Six mois après l’annonce du projet d’Oléron, cette grappe de parcs éoliens qui s’étendrait du Sud d’Oléron aux Sables d’Olonne, nous faisons le point avec Dominique Chevillon, membre du collectif NEMO*
Ré à la Hune : Quel regard portez- vous sur cet énorme dossier ?
Dominique Chevillon : Un regard collectif, celui de NEMO qui réunit des parlementaires, des élus, des communes, des associations, des organisations diverses, des professionnels et des particuliers qui, ensemble, travaillent dur pour faire échouer ce projet d’un gigantesque parc éolien industriel marin dont l’incohérence et l’inadéquation a surpris et frappé les esprits.
NEMO est en ordre de marche pour ce projet ?
Le Collectif NEMO couvre cinq territoires littoraux concernés directement. Nous avons cinq équipes locales à pied d’oeuvre. Dans l’île d’Oléron, dans la presqu’île d’Arvert dans le pays Royannais, en Aunis, dans l’île de Ré, et dans le sud Vendée. Ce sont des représentants locaux qui connaissent parfaitement leur secteur, sur le plan professionnel pour la plupart. Et une représentation qui comprend des biologistes, des ingénieurs, des énergéticiens, des responsables de l’économie primaire qui vivent de la mer et des responsables associatifs…
Pourquoi avoir constitué le collectif NEMO ?

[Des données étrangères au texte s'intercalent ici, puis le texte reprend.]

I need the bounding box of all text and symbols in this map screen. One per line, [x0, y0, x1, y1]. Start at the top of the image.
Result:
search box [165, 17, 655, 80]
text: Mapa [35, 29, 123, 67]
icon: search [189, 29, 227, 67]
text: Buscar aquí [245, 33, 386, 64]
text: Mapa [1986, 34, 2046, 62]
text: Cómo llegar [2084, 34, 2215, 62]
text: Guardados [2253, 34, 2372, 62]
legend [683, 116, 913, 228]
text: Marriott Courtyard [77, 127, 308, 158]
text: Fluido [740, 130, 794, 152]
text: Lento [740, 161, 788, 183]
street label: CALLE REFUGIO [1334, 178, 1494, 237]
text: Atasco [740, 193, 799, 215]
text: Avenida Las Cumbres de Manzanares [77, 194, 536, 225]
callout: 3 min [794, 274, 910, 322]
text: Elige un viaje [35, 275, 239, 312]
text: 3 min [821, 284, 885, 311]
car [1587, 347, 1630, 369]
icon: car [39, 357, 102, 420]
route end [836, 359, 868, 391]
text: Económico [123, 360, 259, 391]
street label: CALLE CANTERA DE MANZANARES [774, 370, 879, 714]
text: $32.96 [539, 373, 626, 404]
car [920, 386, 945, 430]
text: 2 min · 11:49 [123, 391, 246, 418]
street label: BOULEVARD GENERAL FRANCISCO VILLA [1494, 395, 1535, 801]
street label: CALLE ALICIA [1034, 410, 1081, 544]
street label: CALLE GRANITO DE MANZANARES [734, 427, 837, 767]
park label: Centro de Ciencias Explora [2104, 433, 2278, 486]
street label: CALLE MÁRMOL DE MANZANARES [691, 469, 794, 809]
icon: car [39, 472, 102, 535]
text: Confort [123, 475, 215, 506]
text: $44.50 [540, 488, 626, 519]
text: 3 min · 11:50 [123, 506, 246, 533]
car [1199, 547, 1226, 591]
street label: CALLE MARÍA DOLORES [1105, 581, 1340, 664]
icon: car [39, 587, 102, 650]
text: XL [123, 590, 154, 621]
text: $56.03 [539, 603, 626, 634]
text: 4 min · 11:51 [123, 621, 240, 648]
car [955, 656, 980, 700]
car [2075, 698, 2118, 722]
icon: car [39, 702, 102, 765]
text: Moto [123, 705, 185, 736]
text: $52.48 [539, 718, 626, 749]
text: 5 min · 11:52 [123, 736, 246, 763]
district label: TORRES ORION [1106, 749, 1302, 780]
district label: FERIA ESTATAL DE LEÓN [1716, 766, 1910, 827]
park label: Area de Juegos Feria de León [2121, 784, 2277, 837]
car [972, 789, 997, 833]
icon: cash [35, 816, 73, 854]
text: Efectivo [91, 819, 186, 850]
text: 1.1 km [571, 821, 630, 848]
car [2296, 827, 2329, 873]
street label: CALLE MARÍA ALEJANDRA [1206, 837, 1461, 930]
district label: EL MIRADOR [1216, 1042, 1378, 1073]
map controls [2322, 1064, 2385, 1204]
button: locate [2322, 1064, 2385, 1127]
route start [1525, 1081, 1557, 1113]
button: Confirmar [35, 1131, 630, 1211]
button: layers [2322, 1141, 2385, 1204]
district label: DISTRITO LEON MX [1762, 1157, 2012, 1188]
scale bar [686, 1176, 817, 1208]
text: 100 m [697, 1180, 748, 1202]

Pour deux raisons : D’abord NEMO a été créée en novembre 2016, après une réunion qui avait rassemblé presque 200 personnes aux Mathes, première commune à adhérer à l’idée d’un collectif contre ce projet éolien, qui a fait l’objet d’annonces puis de renoncements plusieurs fois. C’était une anticipation, pour être prêt le jour J à l’heure H. Nous ne le regrettons pas évidemment nous avons appris à travailler ensemble et acquis beaucoup de connaissances sur l’éolien offshore, sourcées auprès des promoteurs éoliens mêmes.

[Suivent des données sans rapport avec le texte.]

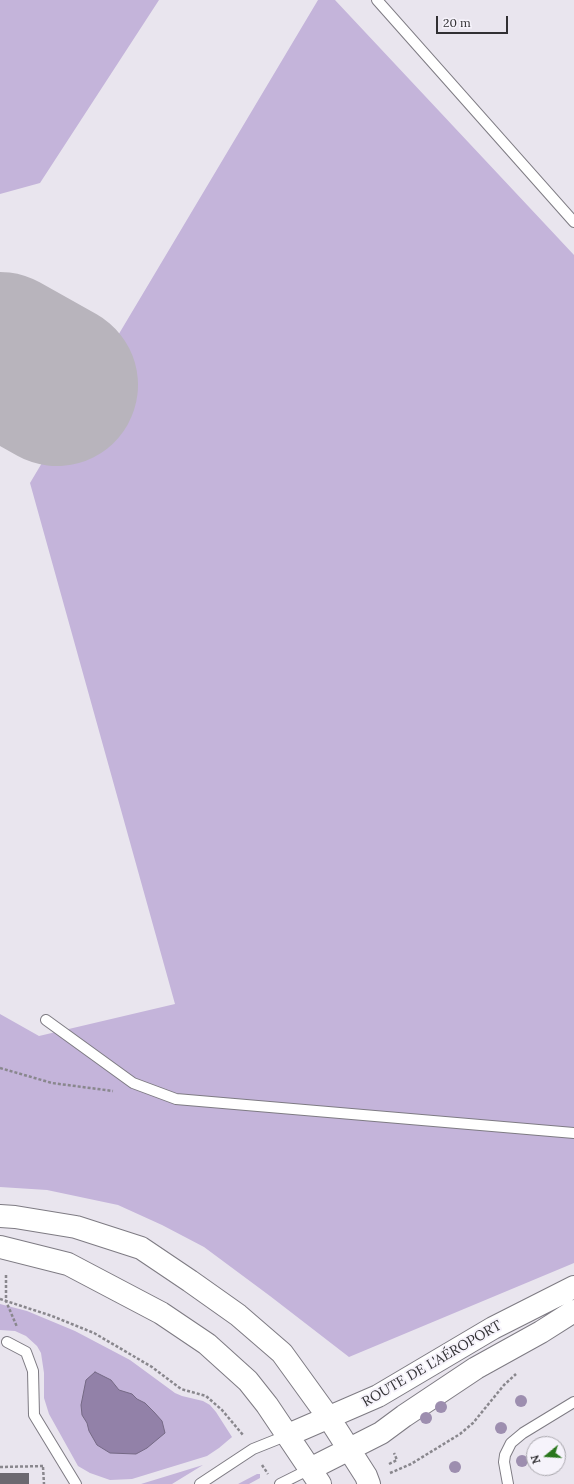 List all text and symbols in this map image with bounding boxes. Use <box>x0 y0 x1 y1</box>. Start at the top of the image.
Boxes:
scale bar <box>438 8 510 34</box>
text: 20 m <box>443 15 471 30</box>
street label: ROUTE DE L'AÉROPORT <box>359 1317 505 1411</box>
north arrow <box>526 1436 566 1476</box>
text: N <box>528 1453 544 1466</box> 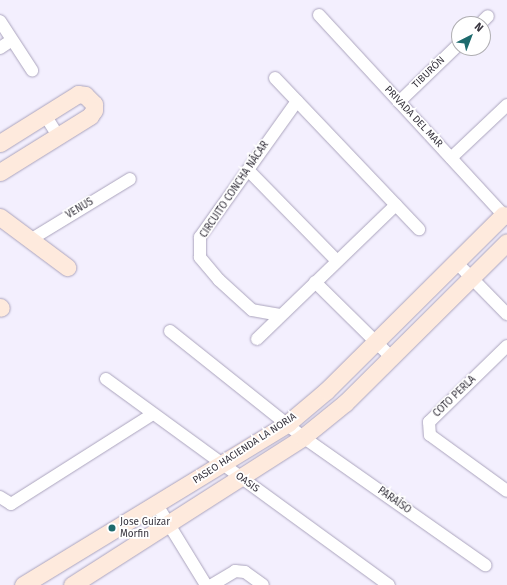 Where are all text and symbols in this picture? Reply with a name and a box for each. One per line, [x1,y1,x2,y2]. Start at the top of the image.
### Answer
north arrow [451,16,491,56]
text: N [472,20,486,35]
street label: TIBURÓN [410,55,448,91]
street label: PRIVADA DEL MAR [381,84,445,150]
street label: CIRCUITO CONCHA NÁCAR [198,139,272,241]
street label: VENUS [64,196,96,222]
street label: COTO PERLA [431,374,479,420]
street label: PASEO HACIENDA LA NORIA [191,411,299,487]
street label: OASIS [233,470,261,496]
street label: PARAÍSO [375,485,413,517]
place label: Jose Guizar Morfin [120,516,170,540]
marker: Jose Guizar Morfin [107,523,117,533] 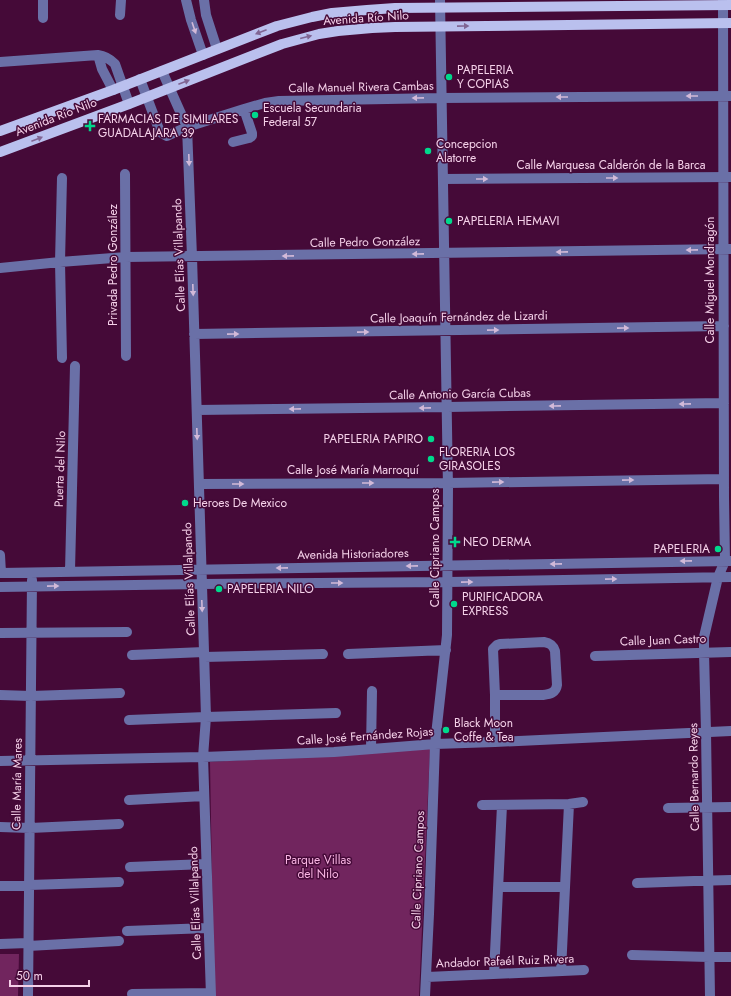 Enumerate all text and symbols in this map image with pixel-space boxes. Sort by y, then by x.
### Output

Enfin nous savions que l’Etat n’était pas transparent dans la conduite des projets éoliens en général, ne donnant aucune information y compris aux élus des collectivités qui aménagent au quotidien le territoire. Un Etat se réfugiant dans les hautes sphères d’une stratégie de Programmation Pluriannuelle de l’Energie (PPE) incompréhensible vue du commun des mortels. Un État déléguant à l’un des promoteurs potentiels, l’allemand WPD, quelques discussions (toujours sans écrits) avec les pêcheurs, les associations naturalistes, un État Maître d’Ouvrage absent comme cela a été le cas à Saint-Brieuc, avec l’espagnol Iberdrola celui qui vient de polluer pour la deuxième fois la baie de Saint-Brieuc au grand dam des pêcheurs et des élus locaux !

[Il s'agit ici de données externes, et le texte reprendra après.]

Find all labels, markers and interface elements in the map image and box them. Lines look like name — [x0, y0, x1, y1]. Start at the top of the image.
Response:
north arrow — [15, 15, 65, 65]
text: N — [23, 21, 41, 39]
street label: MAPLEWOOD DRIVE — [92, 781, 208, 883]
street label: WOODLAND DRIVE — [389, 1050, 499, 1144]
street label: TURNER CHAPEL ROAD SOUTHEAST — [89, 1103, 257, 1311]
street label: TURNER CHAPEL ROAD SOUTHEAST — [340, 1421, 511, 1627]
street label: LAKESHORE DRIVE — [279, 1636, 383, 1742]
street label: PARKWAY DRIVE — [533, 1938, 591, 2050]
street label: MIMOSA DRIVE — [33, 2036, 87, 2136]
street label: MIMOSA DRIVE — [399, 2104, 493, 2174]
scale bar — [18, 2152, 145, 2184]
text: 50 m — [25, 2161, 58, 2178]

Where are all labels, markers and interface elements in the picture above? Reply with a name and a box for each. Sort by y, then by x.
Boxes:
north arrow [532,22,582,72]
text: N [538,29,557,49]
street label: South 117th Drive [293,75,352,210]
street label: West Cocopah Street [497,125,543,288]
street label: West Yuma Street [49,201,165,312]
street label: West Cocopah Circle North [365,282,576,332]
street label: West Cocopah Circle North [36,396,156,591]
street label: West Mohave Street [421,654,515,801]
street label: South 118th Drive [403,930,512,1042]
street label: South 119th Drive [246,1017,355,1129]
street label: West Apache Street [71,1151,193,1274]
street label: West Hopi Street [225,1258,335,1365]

Alors nous avons pris la décision d’informer tout le monde de ce qui se « tramait » en douce. En surfant sur le fait qu’il y avait tromperie, car le projet d’aujourd’hui était fondamentalement différent du dernier annoncé. Par son gigantisme, sa nature, ses modalités, ses impacts environnementaux, économiques, sur les métiers de la mer et le tourisme notamment.
Ce qui a valu les Lettres de NEMO que vos journaux « à la Hune » publient depuis plusieurs mois.
Notre « genre de beauté » à ce stade du dossier, est de donner des informations sourcées donc crédibles, aux citoyens, aux élus, pour qu’ils se forgent une opinion.
NEMO fait un travail d’Intérêt Général voire d’Intérêt Public… La majorité des gens ne nous voient pas comme des opposants mais comme des informateurs. Ils ont raison nous sommes leurs informateurs. Même si très récemment (29 juillet) Sud-Ouest a fait plusieurs pages effleurant le sujet.
Il y a quand même le Débat Public prévu organisé par la Commission Nationale du Débat Public (CNDP) ?
Oui, nous avons le plus grand respect pour la CNDP et pour sa Présidente, Chantal Jouanno, avec qui certains d’entre nous ont déjà travaillé. Comme pour les membres de la commission qui ont été désignés et son Président, un homme d’un commerce agréable qui veut bien faire, je crois.
Mais la réponse sur la qualité et l’intérêt de leur mission demeure inconnue aujourd’hui. Surtout quand les deux Ministres Mesdames Pompili et Girardin se déplacent en Charente- Maritime pour dire que la décision des parcs éoliens est déjà prise et que ce n’est que la localisation du premier parc et celle de ses extensions qui seront approfondies par la commission du Débat Public. Nous verrons bien. Sereinement.
Quel bilan tirez-vous à ce jour du dossier de ce projet gigantesque ?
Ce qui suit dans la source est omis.